Just FYI this is not a memory leak, as everything is freed correctly on exit, but valgrind --tool=massif
shows there are huge allocations of vector
Yes. It seems that the problem appears with rgbd images being loaded completely into memory which makes refining a scene unusable at the moment (for me :-) Maybe related to #2372 ? And maybe this diff ?
Here's a sample run with 200 frames, grouped into 10 fragments of 20 frames. you see that a fragment takes almost 8Gb when being built. I observed 2.5Gb with 10 frames, so I guess it may be roughly quadratic with the number of frames in a fragment, which explains why it crashes at about 88 frames on a 256Gb machine
Apologize for the late reply, I have reproduced the problem and will be actively working on it. Please keep tuned.

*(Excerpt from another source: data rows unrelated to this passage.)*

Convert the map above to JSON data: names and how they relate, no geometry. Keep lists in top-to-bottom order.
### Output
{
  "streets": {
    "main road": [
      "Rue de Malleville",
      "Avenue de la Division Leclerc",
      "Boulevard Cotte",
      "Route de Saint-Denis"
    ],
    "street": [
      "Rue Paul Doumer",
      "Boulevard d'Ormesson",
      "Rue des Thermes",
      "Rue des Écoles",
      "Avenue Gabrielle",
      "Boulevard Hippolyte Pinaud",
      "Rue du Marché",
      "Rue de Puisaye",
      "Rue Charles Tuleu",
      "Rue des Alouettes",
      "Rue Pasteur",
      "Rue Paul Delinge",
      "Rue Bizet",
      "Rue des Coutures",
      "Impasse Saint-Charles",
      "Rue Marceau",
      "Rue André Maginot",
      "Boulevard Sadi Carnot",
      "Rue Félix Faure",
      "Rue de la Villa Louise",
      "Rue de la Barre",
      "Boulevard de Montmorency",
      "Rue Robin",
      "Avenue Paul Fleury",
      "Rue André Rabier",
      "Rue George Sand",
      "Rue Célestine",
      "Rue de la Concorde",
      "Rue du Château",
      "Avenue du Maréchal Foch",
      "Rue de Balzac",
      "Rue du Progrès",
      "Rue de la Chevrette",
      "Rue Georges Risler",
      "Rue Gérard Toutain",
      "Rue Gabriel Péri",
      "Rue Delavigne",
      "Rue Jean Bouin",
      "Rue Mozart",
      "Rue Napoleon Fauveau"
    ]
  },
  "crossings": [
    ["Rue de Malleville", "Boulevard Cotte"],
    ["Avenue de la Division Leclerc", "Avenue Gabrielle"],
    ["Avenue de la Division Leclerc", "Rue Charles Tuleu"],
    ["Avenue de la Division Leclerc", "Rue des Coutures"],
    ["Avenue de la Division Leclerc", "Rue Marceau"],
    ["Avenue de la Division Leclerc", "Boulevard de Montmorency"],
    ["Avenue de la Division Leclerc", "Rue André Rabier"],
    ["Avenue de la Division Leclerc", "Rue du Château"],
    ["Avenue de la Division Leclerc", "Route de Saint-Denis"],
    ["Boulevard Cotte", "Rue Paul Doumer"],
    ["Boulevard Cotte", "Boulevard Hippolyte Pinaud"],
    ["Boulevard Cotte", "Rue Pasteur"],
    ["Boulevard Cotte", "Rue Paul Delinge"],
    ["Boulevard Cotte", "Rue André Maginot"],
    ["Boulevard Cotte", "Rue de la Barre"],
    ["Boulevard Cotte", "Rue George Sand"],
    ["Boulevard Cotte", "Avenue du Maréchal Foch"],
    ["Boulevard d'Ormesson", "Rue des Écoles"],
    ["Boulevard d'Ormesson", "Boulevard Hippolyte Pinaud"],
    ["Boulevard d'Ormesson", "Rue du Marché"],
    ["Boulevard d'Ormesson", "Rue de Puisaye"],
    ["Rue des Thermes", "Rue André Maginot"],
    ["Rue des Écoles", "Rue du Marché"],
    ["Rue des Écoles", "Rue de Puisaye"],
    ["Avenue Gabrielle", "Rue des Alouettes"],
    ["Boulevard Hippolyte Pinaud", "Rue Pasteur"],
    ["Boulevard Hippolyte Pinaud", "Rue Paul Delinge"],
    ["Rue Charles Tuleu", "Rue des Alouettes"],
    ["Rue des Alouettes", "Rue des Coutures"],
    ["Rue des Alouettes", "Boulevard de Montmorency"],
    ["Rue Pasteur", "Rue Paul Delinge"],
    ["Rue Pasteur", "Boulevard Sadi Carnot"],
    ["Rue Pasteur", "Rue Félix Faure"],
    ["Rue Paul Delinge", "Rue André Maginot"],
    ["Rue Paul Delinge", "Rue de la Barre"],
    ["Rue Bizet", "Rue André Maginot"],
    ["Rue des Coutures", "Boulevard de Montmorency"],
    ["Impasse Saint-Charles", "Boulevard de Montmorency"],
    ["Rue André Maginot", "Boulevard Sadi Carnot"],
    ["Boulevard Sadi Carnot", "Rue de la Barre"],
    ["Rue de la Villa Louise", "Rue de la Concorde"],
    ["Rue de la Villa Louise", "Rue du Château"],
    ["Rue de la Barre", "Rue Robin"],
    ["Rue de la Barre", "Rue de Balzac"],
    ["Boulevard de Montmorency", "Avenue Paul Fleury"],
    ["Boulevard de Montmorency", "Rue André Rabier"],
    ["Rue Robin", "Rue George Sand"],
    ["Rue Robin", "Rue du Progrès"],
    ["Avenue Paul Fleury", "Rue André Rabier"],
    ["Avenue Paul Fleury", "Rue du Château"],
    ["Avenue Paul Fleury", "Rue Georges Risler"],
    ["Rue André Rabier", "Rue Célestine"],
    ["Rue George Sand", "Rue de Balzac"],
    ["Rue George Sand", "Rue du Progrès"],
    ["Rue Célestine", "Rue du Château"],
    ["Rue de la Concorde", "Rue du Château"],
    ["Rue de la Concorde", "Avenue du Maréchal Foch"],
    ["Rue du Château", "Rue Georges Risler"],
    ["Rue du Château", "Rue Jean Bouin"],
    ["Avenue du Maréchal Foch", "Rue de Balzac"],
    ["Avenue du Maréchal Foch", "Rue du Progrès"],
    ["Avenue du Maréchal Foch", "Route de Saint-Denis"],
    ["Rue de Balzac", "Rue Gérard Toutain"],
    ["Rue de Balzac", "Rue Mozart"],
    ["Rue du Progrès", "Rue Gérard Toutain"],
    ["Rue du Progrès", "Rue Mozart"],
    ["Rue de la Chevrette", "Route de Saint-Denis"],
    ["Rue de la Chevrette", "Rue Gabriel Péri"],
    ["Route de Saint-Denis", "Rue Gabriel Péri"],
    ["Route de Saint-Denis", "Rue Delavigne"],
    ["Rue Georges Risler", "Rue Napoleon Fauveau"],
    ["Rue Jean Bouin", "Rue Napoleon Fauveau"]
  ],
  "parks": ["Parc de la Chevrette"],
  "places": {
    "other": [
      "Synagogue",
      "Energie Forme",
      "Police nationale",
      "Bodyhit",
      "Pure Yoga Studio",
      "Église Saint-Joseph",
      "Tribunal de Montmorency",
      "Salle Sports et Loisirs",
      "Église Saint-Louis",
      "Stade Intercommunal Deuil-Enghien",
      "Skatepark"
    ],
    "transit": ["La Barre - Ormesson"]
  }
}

I can observe that the pose graph of a fragment is irregular (see below). This will cause the ScalableTSDFVolume to continuously activate new blocks in the unobserved 3D space (an expected behavior), which will cause the memory explosion. So this problem converges to the initial issue -- when the camera poses are wrong, the memory will be consumed.
Now the issue is that why RGBD odometry failed, causing a wrong pose graph. #2497 touched this part, so it is possible that the problem is introduced in this PR. I'm investigating this.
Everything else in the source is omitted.